Simply called Beyond the Trees, the artwork is filled with symbolism, says its creator Susan Christiansen.
“The dark tree in the foreground represents the darkness of recent occurrences on the Island in regards to the environment,” says Christiansen, referring to the government’s decision to go ahead with the Plan B highway realignment in Bonshaw despite the protesters’ efforts to stop construction by drawing attention to ecological concerns.
“In contrast, the bright horizon is about looking forward to the future in hope of a better plan for democracy and sustainability for this beautiful Island,” says the P.E.I. artist.
The acrylic painting is one of the pieces in the Bet-R Plan Art Show, on view at The Gallery@The Guild in Charlottetown until March 3. It also features work by artists Ron Arvidson, Shirley Gallant, Bruno Peripoli, Sylvia Ridgway and Monica Lacey.
It’s a fundraiser to help defray costs incurred in opposing the highway realignment as well as supporting the citizen environmental monitors. It’s organized by the P.E.I. Citizens Alliance, a group that grew out of this concern.
As one of the people involved in protesting the Trans-Canada Highway re-alignment, Ridgway got involved in the art show because she feels strongly about the destruction of the old forest growth in the area.
“I felt it was unnecessary and very damaging to the lovely area that was there,” says the P.E.I. artist, standing next to her batik, Seedling, a lush green forest scene.
“I wanted to create something for the show that would celebrate the environment. So the thought came to me, what happens to a seed if it is dropped into a dead tree? Obviously it grows if it’s left alone,” says Ridgway pointing to a tiny tree sprouting out of the old tree trunk.
Peripoli also wanted to celebrate the landscape.
“Trees and leaves cover the Island, yet we take them for granted. We want to make people aware (of) how beautiful P.E.I.’s natural beauty is before it’s all gone,” says the photographer, pointing to Autumn Beauty — Red Maple Leaf.
“I was inspired by the rich hues. After the abundance greens of summer, there is a riot of colour before the bare winter sets in,” he says.
In contrast, Arvidson sets his sites on P.E.I. wildlife. He points to Thieves, one of the bird plates he’s created for the exhibition.
“I became inspired after seeing a photograph that a friend had taken of a couple of crows sitting on a wire. It’s dedicated to the crows of Victoria Park as well as many other crows, seen all over the province,” Arvidson says.
The P.E.I. potter has a soft spot in his heart for these winged creatures.
“A lot of people think they’re not the best birds to have around. But we need to be concerned about the environment and the health of these birds,” says Arvidson, who also one of the organizers in the show.

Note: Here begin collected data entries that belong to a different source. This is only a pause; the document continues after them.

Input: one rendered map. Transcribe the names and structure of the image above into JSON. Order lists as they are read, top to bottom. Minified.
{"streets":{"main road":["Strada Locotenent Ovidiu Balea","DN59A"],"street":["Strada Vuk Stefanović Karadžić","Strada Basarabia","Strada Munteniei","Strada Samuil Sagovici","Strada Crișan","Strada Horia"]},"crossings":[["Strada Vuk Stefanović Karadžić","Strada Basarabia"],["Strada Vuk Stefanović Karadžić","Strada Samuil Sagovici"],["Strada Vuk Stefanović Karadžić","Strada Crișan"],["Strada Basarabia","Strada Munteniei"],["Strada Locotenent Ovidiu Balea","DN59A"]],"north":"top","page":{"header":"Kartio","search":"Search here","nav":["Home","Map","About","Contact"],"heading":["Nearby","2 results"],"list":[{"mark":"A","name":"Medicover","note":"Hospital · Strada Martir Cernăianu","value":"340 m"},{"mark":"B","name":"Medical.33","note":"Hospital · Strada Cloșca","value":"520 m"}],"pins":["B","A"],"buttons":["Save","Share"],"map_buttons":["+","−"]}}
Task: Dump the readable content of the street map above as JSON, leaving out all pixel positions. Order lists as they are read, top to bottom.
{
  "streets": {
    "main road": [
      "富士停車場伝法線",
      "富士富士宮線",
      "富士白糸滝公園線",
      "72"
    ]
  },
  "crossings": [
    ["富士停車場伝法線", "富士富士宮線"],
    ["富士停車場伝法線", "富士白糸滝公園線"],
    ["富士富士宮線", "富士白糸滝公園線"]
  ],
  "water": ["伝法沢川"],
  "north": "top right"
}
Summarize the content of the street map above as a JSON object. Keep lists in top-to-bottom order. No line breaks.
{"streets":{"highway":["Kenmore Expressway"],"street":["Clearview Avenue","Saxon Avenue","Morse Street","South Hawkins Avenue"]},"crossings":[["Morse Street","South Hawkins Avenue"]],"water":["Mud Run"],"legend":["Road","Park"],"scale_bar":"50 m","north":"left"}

He says the idea for the exhibition came from community member Ruth Lacey. At the time, she was busy planning A Bet-R Plan Concert, an event set for March 3.
“Once I had decided that we would have the fundraising concert at The Guild, I thought that since there was a gallery there that it would be a wonderful opportunity to have a show that displayed the light and beauty. I immediately went over to see Ron. He came up with the title, A Bet-R Plan, capitalizing on the current issues with government ... and we had the show together in a matter of hours,” says Lacey.
Arvidson hopes that people will walk away from the exhibition with an appreciation for Prince Edward Island’s natural beauty as well as hope for the future.
“We just can’t bulldoze our way through everything. We need to stand up for what we have now. As David Suzuki says, ‘if we do something to the environment, we’re hurting ourselves,’” he says.
AT A GLANCE
If you are going
The Bet-R Plan Art show invites the public to attend the following activities:
Photographer Bruno Peripoli will be at the gallery this Saturday, 1-4 p.m. He will give a talk, Five Steps to Photography at 2 p.m.
Island artist Susan Christensen will work on one of her paintings on Feb. 20 at the gallery, 1-4 p.m.